*WORK TASK:* Although the entries contain pictures, write out only their text, exactly as it stands.

*DATA EXTRACT:*
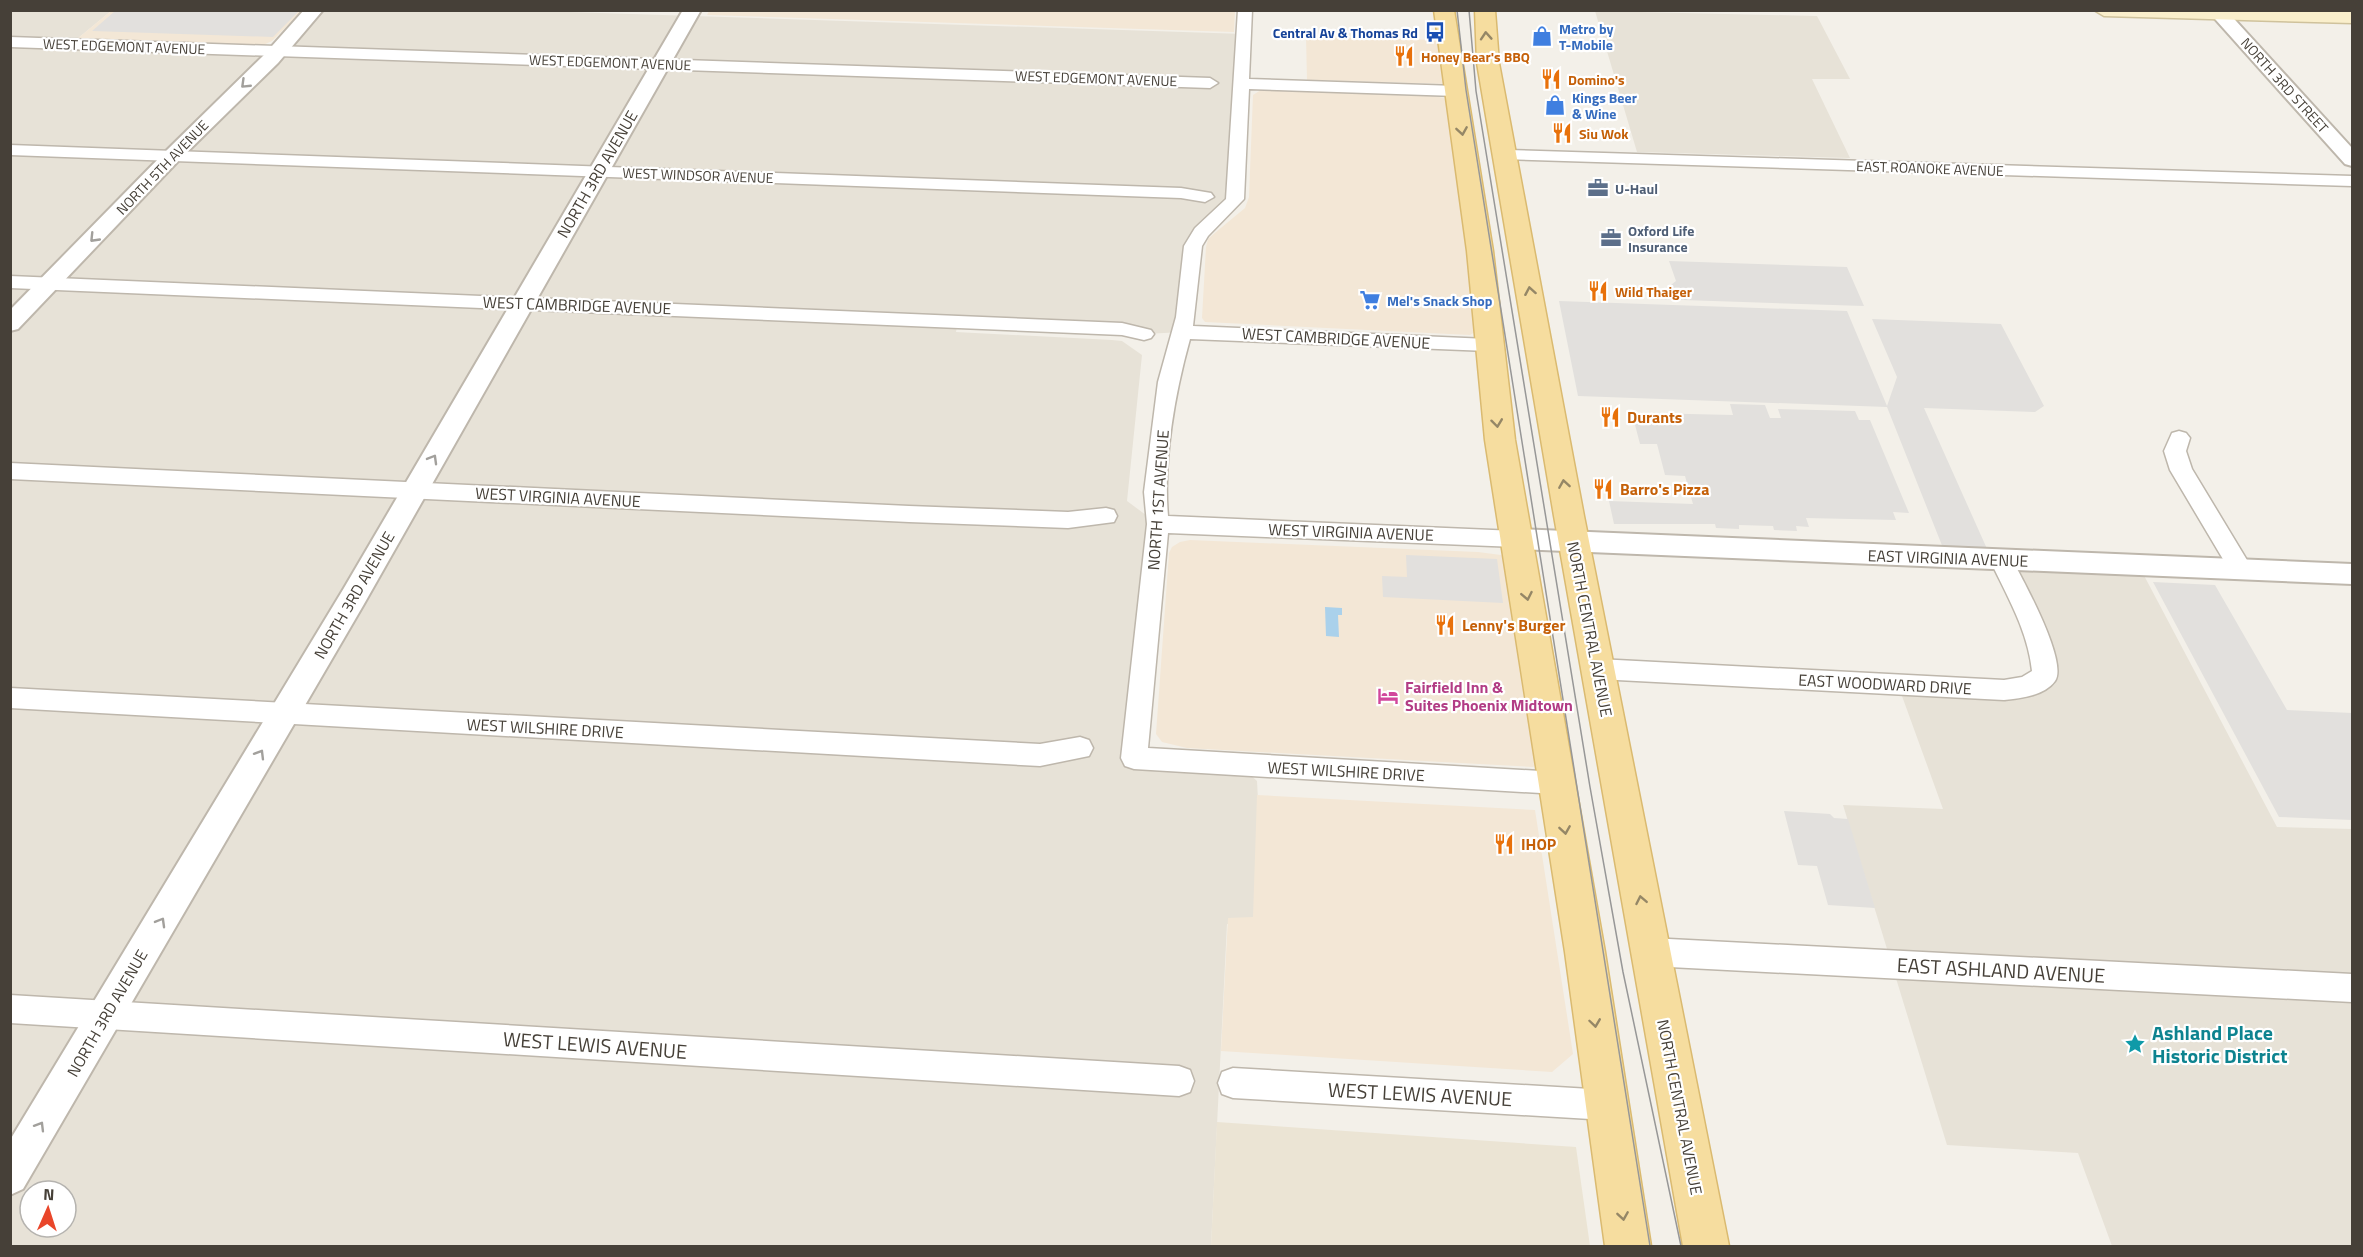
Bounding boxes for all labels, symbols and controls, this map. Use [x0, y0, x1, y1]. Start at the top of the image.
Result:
place label: Metro by T-Mobile [1559, 18, 1613, 55]
bus stop icon: Central Av & Thomas Rd [1423, 20, 1447, 44]
place label: Central Av & Thomas Rd [1273, 22, 1418, 43]
shop icon: Metro by T-Mobile [1530, 24, 1554, 48]
one-way arrow [1479, 31, 1492, 40]
street label: WEST EDGEMONT AVENUE [43, 33, 206, 59]
street label: NORTH 3RD STREET [2236, 33, 2334, 138]
restaurant icon: Honey Bear's BBQ [1392, 44, 1416, 68]
place label: Honey Bear's BBQ [1421, 46, 1530, 67]
street label: WEST EDGEMONT AVENUE [529, 49, 692, 75]
street label: WEST EDGEMONT AVENUE [1015, 65, 1178, 91]
restaurant icon: Domino's [1539, 67, 1563, 91]
place label: Domino's [1568, 69, 1625, 90]
one-way arrow [242, 77, 252, 88]
place label: Kings Beer & Wine [1572, 87, 1637, 124]
shop icon: Kings Beer & Wine [1543, 93, 1567, 117]
street label: NORTH 3RD AVENUE [551, 106, 643, 242]
street label: NORTH 5TH AVENUE [111, 115, 213, 219]
restaurant icon: Siu Wok [1550, 121, 1574, 145]
place label: Siu Wok [1579, 123, 1629, 144]
one-way arrow [1455, 125, 1468, 135]
street label: EAST ROANOKE AVENUE [1856, 155, 2004, 181]
street label: WEST WINDSOR AVENUE [622, 162, 774, 188]
office icon: U-Haul [1586, 176, 1610, 200]
place label: U-Haul [1615, 178, 1658, 199]
place label: Oxford Life Insurance [1628, 220, 1694, 257]
office icon: Oxford Life Insurance [1599, 226, 1623, 250]
one-way arrow [90, 231, 101, 242]
restaurant icon: Wild Thaiger [1586, 279, 1610, 303]
place label: Wild Thaiger [1615, 281, 1692, 302]
one-way arrow [1524, 287, 1537, 297]
supermarket icon: Mel's Snack Shop [1358, 288, 1382, 312]
street label: WEST CAMBRIDGE AVENUE [482, 290, 672, 320]
place label: Mel's Snack Shop [1387, 290, 1493, 311]
street label: WEST CAMBRIDGE AVENUE [1241, 321, 1431, 355]
restaurant icon: Durants [1598, 405, 1622, 429]
place label: Durants [1627, 405, 1682, 429]
one-way arrow [1491, 418, 1503, 427]
street label: NORTH 1ST AVENUE [1141, 429, 1175, 571]
one-way arrow [425, 455, 437, 465]
restaurant icon: Barro's Pizza [1591, 477, 1615, 501]
place label: Barro's Pizza [1620, 477, 1709, 501]
one-way arrow [1558, 479, 1570, 488]
street label: WEST VIRGINIA AVENUE [475, 481, 641, 513]
street label: WEST VIRGINIA AVENUE [1268, 517, 1434, 547]
street label: NORTH 3RD AVENUE [308, 527, 400, 663]
street label: NORTH CENTRAL AVENUE [1561, 539, 1619, 719]
street label: EAST VIRGINIA AVENUE [1867, 543, 2029, 573]
one-way arrow [1520, 592, 1532, 601]
restaurant icon: Lenny's Burger [1433, 613, 1457, 637]
place label: Lenny's Burger [1462, 613, 1565, 637]
street label: EAST WOODWARD DRIVE [1798, 667, 1973, 701]
place label: Fairfield Inn & Suites Phoenix Midtown [1405, 675, 1573, 717]
hotel icon: Fairfield Inn & Suites Phoenix Midtown [1376, 684, 1400, 708]
street label: WEST WILSHIRE DRIVE [466, 712, 624, 744]
one-way arrow [253, 750, 264, 760]
street label: WEST WILSHIRE DRIVE [1267, 755, 1425, 787]
one-way arrow [1558, 825, 1571, 835]
restaurant icon: IHOP [1492, 832, 1516, 856]
place label: IHOP [1521, 832, 1557, 856]
one-way arrow [1635, 895, 1648, 905]
one-way arrow [154, 918, 165, 928]
street label: NORTH 3RD AVENUE [61, 945, 153, 1081]
street label: EAST ASHLAND AVENUE [1896, 949, 2106, 991]
street label: NORTH CENTRAL AVENUE [1651, 1017, 1709, 1197]
place label: Ashland Place Historic District [2152, 1017, 2287, 1071]
one-way arrow [1588, 1018, 1600, 1028]
street label: WEST LEWIS AVENUE [502, 1023, 688, 1067]
place icon: Ashland Place Historic District [2123, 1032, 2147, 1056]
street label: WEST LEWIS AVENUE [1327, 1074, 1513, 1114]
one-way arrow [33, 1122, 45, 1132]
north arrow [18, 1179, 78, 1239]
text: N [43, 1182, 55, 1206]
one-way arrow [1617, 1211, 1629, 1221]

*EXERCISE RESULT:*
Bounding boxes for all labels, symbols and controls, this map. Use [x0, y0, x1, y1]. Start at the top of the image.
Result:
place label: Metro by T-Mobile [1559, 18, 1613, 55]
bus stop icon: Central Av & Thomas Rd [1423, 20, 1447, 44]
place label: Central Av & Thomas Rd [1273, 22, 1418, 43]
shop icon: Metro by T-Mobile [1530, 24, 1554, 48]
one-way arrow [1479, 31, 1492, 40]
street label: WEST EDGEMONT AVENUE [43, 33, 206, 59]
street label: NORTH 3RD STREET [2236, 33, 2334, 138]
restaurant icon: Honey Bear's BBQ [1392, 44, 1416, 68]
place label: Honey Bear's BBQ [1421, 46, 1530, 67]
street label: WEST EDGEMONT AVENUE [529, 49, 692, 75]
street label: WEST EDGEMONT AVENUE [1015, 65, 1178, 91]
restaurant icon: Domino's [1539, 67, 1563, 91]
place label: Domino's [1568, 69, 1625, 90]
one-way arrow [242, 77, 252, 88]
place label: Kings Beer & Wine [1572, 87, 1637, 124]
shop icon: Kings Beer & Wine [1543, 93, 1567, 117]
street label: NORTH 3RD AVENUE [551, 106, 643, 242]
street label: NORTH 5TH AVENUE [111, 115, 213, 219]
restaurant icon: Siu Wok [1550, 121, 1574, 145]
place label: Siu Wok [1579, 123, 1629, 144]
one-way arrow [1455, 125, 1468, 135]
street label: EAST ROANOKE AVENUE [1856, 155, 2004, 181]
street label: WEST WINDSOR AVENUE [622, 162, 774, 188]
office icon: U-Haul [1586, 176, 1610, 200]
place label: U-Haul [1615, 178, 1658, 199]
place label: Oxford Life Insurance [1628, 220, 1694, 257]
office icon: Oxford Life Insurance [1599, 226, 1623, 250]
one-way arrow [90, 231, 101, 242]
restaurant icon: Wild Thaiger [1586, 279, 1610, 303]
place label: Wild Thaiger [1615, 281, 1692, 302]
one-way arrow [1524, 287, 1537, 297]
supermarket icon: Mel's Snack Shop [1358, 288, 1382, 312]
street label: WEST CAMBRIDGE AVENUE [482, 290, 672, 320]
place label: Mel's Snack Shop [1387, 290, 1493, 311]
street label: WEST CAMBRIDGE AVENUE [1241, 321, 1431, 355]
restaurant icon: Durants [1598, 405, 1622, 429]
place label: Durants [1627, 405, 1682, 429]
one-way arrow [1491, 418, 1503, 427]
street label: NORTH 1ST AVENUE [1141, 429, 1175, 571]
one-way arrow [425, 455, 437, 465]
restaurant icon: Barro's Pizza [1591, 477, 1615, 501]
place label: Barro's Pizza [1620, 477, 1709, 501]
one-way arrow [1558, 479, 1570, 488]
street label: WEST VIRGINIA AVENUE [475, 481, 641, 513]
street label: WEST VIRGINIA AVENUE [1268, 517, 1434, 547]
street label: NORTH 3RD AVENUE [308, 527, 400, 663]
street label: NORTH CENTRAL AVENUE [1561, 539, 1619, 719]
street label: EAST VIRGINIA AVENUE [1867, 543, 2029, 573]
one-way arrow [1520, 592, 1532, 601]
restaurant icon: Lenny's Burger [1433, 613, 1457, 637]
place label: Lenny's Burger [1462, 613, 1565, 637]
street label: EAST WOODWARD DRIVE [1798, 667, 1973, 701]
place label: Fairfield Inn & Suites Phoenix Midtown [1405, 675, 1573, 717]
hotel icon: Fairfield Inn & Suites Phoenix Midtown [1376, 684, 1400, 708]
street label: WEST WILSHIRE DRIVE [466, 712, 624, 744]
one-way arrow [253, 750, 264, 760]
street label: WEST WILSHIRE DRIVE [1267, 755, 1425, 787]
one-way arrow [1558, 825, 1571, 835]
restaurant icon: IHOP [1492, 832, 1516, 856]
place label: IHOP [1521, 832, 1557, 856]
one-way arrow [1635, 895, 1648, 905]
one-way arrow [154, 918, 165, 928]
street label: NORTH 3RD AVENUE [61, 945, 153, 1081]
street label: EAST ASHLAND AVENUE [1896, 949, 2106, 991]
street label: NORTH CENTRAL AVENUE [1651, 1017, 1709, 1197]
place label: Ashland Place Historic District [2152, 1017, 2287, 1071]
one-way arrow [1588, 1018, 1600, 1028]
street label: WEST LEWIS AVENUE [502, 1023, 688, 1067]
place icon: Ashland Place Historic District [2123, 1032, 2147, 1056]
street label: WEST LEWIS AVENUE [1327, 1074, 1513, 1114]
one-way arrow [33, 1122, 45, 1132]
north arrow [18, 1179, 78, 1239]
text: N [43, 1182, 55, 1206]
one-way arrow [1617, 1211, 1629, 1221]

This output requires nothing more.